立身流の歴史

概説

戦国時代の武将である立身三京が安心立命の境地を求めて妻山大明神に祈念し、大悟して一流を興したと伝えられています。立身三京は、伊予の国で活躍したとされておりますが、詳しい出自は不明です。

江戸期に入ると、堀田家の刀術五流のうちの一つとして藩士の多くが学び、現在まで続く活動の礎が築かれました。現在まで続く新年の行事「抜初式(ぬきぞめしき)」には藩主が列席することが常であったと伝えられています。

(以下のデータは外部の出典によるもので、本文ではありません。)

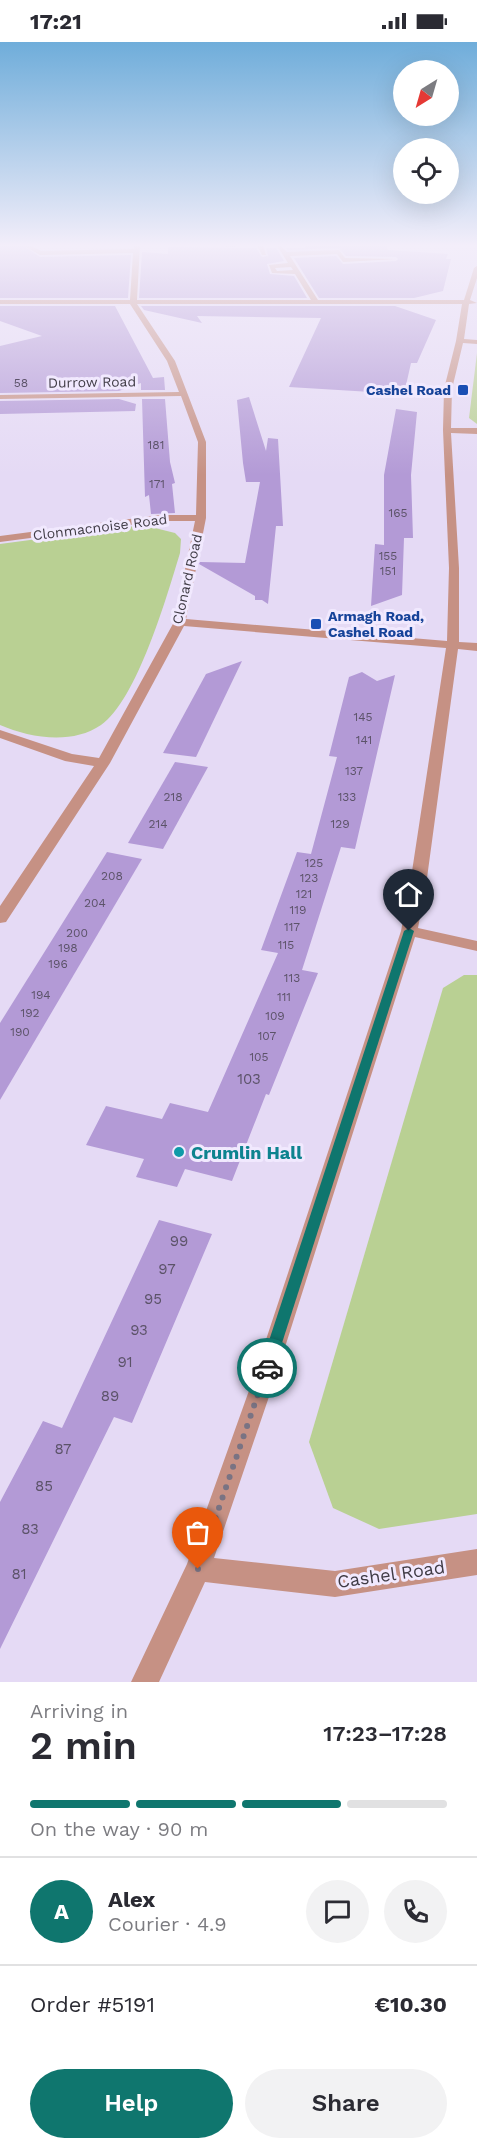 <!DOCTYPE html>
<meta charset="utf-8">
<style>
:root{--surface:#fff;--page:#f2f2f3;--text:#2b2b33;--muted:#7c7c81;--line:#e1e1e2;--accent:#0f766e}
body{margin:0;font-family:"Work Sans",sans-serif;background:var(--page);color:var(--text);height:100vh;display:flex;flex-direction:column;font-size:22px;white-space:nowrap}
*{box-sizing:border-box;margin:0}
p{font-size:20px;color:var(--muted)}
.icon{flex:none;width:33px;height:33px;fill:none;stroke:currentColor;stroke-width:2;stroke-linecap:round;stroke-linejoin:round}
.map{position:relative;height:1640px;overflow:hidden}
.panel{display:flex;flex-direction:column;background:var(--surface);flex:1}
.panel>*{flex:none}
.needle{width:39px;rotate:217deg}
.tools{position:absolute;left:393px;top:18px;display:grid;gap:12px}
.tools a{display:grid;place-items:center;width:66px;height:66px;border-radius:50%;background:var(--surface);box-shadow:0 6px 24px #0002;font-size:30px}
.pin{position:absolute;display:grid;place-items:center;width:51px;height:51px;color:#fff;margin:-62px -26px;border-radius:50% 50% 50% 0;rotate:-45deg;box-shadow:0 0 6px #0007}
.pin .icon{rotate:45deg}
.courier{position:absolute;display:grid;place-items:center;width:60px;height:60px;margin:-30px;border:4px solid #0f766e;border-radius:50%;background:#fff;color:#222;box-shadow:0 2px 8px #0007}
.head em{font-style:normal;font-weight:600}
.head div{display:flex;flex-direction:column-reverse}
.head{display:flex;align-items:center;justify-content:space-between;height:102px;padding:0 30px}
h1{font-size:39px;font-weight:600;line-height:45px}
.bar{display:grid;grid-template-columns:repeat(4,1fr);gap:9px 6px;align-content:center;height:72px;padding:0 30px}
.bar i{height:8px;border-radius:4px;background:var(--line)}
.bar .selected{background:var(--accent)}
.bar p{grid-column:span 4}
.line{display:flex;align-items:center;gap:15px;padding:0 30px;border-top:2px solid var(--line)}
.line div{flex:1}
.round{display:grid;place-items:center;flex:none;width:63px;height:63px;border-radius:32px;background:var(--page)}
.primary-button{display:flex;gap:12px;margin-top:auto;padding:12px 30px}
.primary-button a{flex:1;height:69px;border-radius:36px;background:var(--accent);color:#fff;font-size:24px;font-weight:600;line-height:69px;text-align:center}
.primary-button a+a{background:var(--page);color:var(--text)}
.status{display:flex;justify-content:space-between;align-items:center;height:42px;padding:0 30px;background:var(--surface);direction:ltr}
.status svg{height:16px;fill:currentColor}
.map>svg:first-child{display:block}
.green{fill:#b9d093}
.building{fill:#b39ad6}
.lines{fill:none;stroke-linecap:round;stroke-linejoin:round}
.minor{fill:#c69184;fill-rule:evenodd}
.route{fill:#0f766e}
.done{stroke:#797383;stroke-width:6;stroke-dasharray:0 10.8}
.transit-dot{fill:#1a4fb4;stroke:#f1e9fe;stroke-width:2}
.culture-dot{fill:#0f9aa8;stroke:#f1e9fe;stroke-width:2}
.labels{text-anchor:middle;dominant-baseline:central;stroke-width:6;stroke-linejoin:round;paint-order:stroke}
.number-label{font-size:12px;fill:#5c5369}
.far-street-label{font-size:14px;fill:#3f3b45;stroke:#f1e9fe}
.far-transit-label{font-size:14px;font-weight:bold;fill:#164399;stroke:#f1e9fe;text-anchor:end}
.near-number-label{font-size:15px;fill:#5c5369}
.near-culture-label{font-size:18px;font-weight:bold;fill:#0d838f;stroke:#f1e9fe;text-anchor:start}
.near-street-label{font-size:18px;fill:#3f3b45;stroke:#f1e9fe}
</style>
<div class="status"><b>17:21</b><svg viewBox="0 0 49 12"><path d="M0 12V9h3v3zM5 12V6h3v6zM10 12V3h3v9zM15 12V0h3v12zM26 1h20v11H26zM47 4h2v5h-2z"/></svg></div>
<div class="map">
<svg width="477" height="1640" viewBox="0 0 477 1640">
<rect width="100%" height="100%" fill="#e5daf5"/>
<g class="green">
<path d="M477,311v71l-8,-6z"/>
<path d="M143,483l32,8 6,6 -1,14c-13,43 -43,147 -79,172 -29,20 -71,13 -101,0v-181z"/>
<path d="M464,933h13v539l-98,15 -46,-21 -24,-66 134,-454z"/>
</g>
<g class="building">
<path d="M0,203h22l18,12 91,-2 -3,43h-128z"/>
<path d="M305,203h81l2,5 60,4 -2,5h5l-8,32 -29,7h-95l-25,-40 42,-2 7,8 53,-3 2,-2 -2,-2 -50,-1 -7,-8 -51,2 -2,-2h19z"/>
<path d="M168,205l88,1 6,9 6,-1 -2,-8h10l8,13 -17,3 3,10 24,2 13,22h-168l3,-46 26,2z"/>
<path d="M0,264h115l38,72 11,-1 1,13h-24v-7l-22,8 -119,2v-47l42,-10 -42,-15z"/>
<path d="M141,264h254l41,14 -19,43h-6l-7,31 -115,-7 32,-69 -124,-2 5,7 -58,-13z"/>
<path d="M249,355l17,54 2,-13 10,1 5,87h-7l-8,78 -6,-4h-7v-4l-56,-32 1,-2 45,1 15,-81h-14l-3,-19 -6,-63z"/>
<path d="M119,357l17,5 -1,7 -135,3v-13z"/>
<path d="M142,357h23l5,63 5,21 -3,1 3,29 -24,1 -2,-19 -4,2z"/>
<path d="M396,367l21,3 -6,63 2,63h-9l-2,57 -31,11 4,-62 9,1v-70z"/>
<path d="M242,619l-46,96 -33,-4 43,-79z"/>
<path d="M362,630l15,9 18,-6 -40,174 -14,-2 -39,123 16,3 -49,122 -3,-1 -34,87 -47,-12 -8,18 -41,-10 8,-18 -58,-14 20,-39 56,13 8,-16 38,9 70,-159 -17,-3 36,-98 14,2 26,-97 -8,-1 20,-79z"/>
<path d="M175,720l33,5 -45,82 -35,-6z"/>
<path d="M107,810l35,7 -142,241v-77z"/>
<path d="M159,1178l53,14 -80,189 -18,-6 -114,232v-147l43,-81 19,7z"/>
</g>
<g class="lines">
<g class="minor">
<path d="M30,203l11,6 93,-2v-4h6l-3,55h174l-16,-26 -23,-1 -3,-8 19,-2 -10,-16 2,-2 7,7 52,-2 6,8 51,1 -53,3 -6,-8 -47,2 28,44h146l10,-32 3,-2v12l-7,22 7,3 -8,1 -5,35 13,1v4l-14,-1 -11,46 -1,39h26v6l-26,-1 8,135v74l18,1v8l-19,-2 -31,229 -9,50 59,13v10l-62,-14 -142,448 -59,173 121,13 142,-22v26l-142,22 -130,-15 -46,100h-28l56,-118 64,-179 150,-454 10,-53 35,-230 -262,-22 -74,137 -104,159 -6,1v-17l94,-140 -29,-5 -65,-23v-8l72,24 27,4 75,-136 21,-101h-35l-160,21v-6l160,-21h36l2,-73 -17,-46 -181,3v-4l179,-3 -12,-31 -37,-57h-130v-4h130l3,-47 -93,2 -16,-9zM291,225l2,3 -16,1 -2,-3zM137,262h325l-6,37 -12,48 -1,41 6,138 -2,73 -261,-22 20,-101v-76l-31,-81z"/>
<path d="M208,203h30l-3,2z"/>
<path d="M257,203h6l3,10h-4z"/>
</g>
</g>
<linearGradient id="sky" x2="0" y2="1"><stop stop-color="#6fadda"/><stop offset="0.47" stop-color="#f3eefa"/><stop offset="1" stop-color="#f3eefa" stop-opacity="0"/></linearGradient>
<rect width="477" height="433" fill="url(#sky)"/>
<path class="route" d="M409,886l5,3 -140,437 -2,5 -5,2 -5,-2 -2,-5 144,-437z"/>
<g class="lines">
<path class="done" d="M198,1527l69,-201"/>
</g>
<g class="transit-dot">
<rect x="457" y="342" width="12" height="12" rx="3"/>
<rect x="310" y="576" width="12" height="12" rx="3"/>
</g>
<circle class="culture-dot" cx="179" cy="1110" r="6"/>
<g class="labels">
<g class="number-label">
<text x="21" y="341">58</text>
<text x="156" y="403">181</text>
<text x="157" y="442">171</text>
<text x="398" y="471">165</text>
<text x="388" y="514">155</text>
<text x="388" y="529">151</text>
<text x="363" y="675">145</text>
<text x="364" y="698">141</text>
<text x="354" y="729">137</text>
<text x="173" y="755">218</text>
<text x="347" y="755">133</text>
<text x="158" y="782">214</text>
<text x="340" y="782">129</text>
<text x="314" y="821">125</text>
<text x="112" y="834">208</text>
<text x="309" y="836">123</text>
<text x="304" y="852">121</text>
<text x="95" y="861">204</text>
<text x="298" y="868">119</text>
<text x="292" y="885">117</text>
<text x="77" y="891">200</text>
<text x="286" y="903">115</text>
<text x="68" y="906">198</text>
<text x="58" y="922">196</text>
<text x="292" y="936">113</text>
<text x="41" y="953">194</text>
<text x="284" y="955">111</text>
<text x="30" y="971">192</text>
<text x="275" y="974">109</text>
<text x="20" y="990">190</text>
<text x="267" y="994">107</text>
<text x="259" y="1015">105</text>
</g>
<g class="far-street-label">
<text transform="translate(92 340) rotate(-1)">Durrow Road</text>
<text transform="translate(100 485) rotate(-7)">Clonmacnoise Road</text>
<text transform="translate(187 537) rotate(-77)">Clonard Road</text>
</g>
<g class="far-transit-label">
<text x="451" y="348">Cashel Road</text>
<text x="328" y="574" text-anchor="start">Armagh Road,<tspan x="328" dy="16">Cashel Road</tspan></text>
</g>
<g class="near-number-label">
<text x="249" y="1037">103</text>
<text x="179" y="1199">99</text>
<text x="167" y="1227">97</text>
<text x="153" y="1257">95</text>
<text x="139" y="1288">93</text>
<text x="125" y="1320">91</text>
<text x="110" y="1354">89</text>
<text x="63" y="1407">87</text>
<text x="44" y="1444">85</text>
<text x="30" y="1487">83</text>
<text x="19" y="1532">81</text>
</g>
<g class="near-culture-label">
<text x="191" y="1110">Crumlin Hall</text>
</g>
<g class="near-street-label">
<text transform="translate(391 1532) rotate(-8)">Cashel Road</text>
</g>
</g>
</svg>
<div class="tools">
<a><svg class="needle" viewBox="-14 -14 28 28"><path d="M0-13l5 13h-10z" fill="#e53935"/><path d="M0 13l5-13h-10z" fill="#7c7c81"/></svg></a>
<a><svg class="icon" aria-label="locate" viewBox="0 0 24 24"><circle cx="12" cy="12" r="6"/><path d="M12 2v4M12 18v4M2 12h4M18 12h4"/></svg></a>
</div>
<div class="pin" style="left:198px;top:1527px;background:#ea580c"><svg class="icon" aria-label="bag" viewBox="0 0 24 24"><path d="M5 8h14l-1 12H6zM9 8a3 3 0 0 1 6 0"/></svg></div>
<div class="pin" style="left:409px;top:889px;background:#1f2937"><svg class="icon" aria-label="home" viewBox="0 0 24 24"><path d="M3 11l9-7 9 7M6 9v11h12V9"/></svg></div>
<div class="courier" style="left:267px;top:1326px"><svg class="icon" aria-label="car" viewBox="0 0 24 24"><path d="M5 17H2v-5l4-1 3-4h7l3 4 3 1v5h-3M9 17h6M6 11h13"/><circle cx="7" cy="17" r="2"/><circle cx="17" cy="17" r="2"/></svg></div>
</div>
<section class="panel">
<div class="head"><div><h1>2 min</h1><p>Arriving in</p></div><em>17:23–17:28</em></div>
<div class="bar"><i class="selected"></i><i class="selected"></i><i class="selected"></i><i></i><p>On the way · 90 m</p></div>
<div class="line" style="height:108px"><b class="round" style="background:var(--accent);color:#fff">A</b><div><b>Alex</b><p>Courier · 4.9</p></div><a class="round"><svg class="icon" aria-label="chat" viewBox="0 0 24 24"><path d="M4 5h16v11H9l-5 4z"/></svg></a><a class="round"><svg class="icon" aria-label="phone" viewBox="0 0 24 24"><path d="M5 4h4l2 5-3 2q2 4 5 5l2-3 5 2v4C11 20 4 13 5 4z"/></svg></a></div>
<div class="line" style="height:78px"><div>Order #5191</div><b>€10.30</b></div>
<div class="primary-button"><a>Help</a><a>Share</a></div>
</section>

更に時代が下って幕末の動乱期になると、京都に赴き他藩士とも剣を交えたといいます。明治に入ると逸見宗助、半澤成恒らの名だたる剣客を輩出し、撃剣世話掛として警視庁に奉職しました。警視流の剣術や柔術に、当流の「巻落(まきおとし)」「柄搦(つかがらみ)」などの形が採用されているのはこの時代の名残です。また、同じ時代の著名人として、福沢諭吉を挙げることができます。福沢諭吉は中津藩に伝わる立身流の系統である立身新流を嗜んでおり、晩年まで稽古を続けていたことが福翁自伝に記されています。

室町時代に産声を上げ、戦国、織豊、江戸、そして近代と、幾多の激動の時代を生き抜いてきた当流は、現在も千葉県佐倉市を本拠地として活動し、海外にも活動の輪を広げております。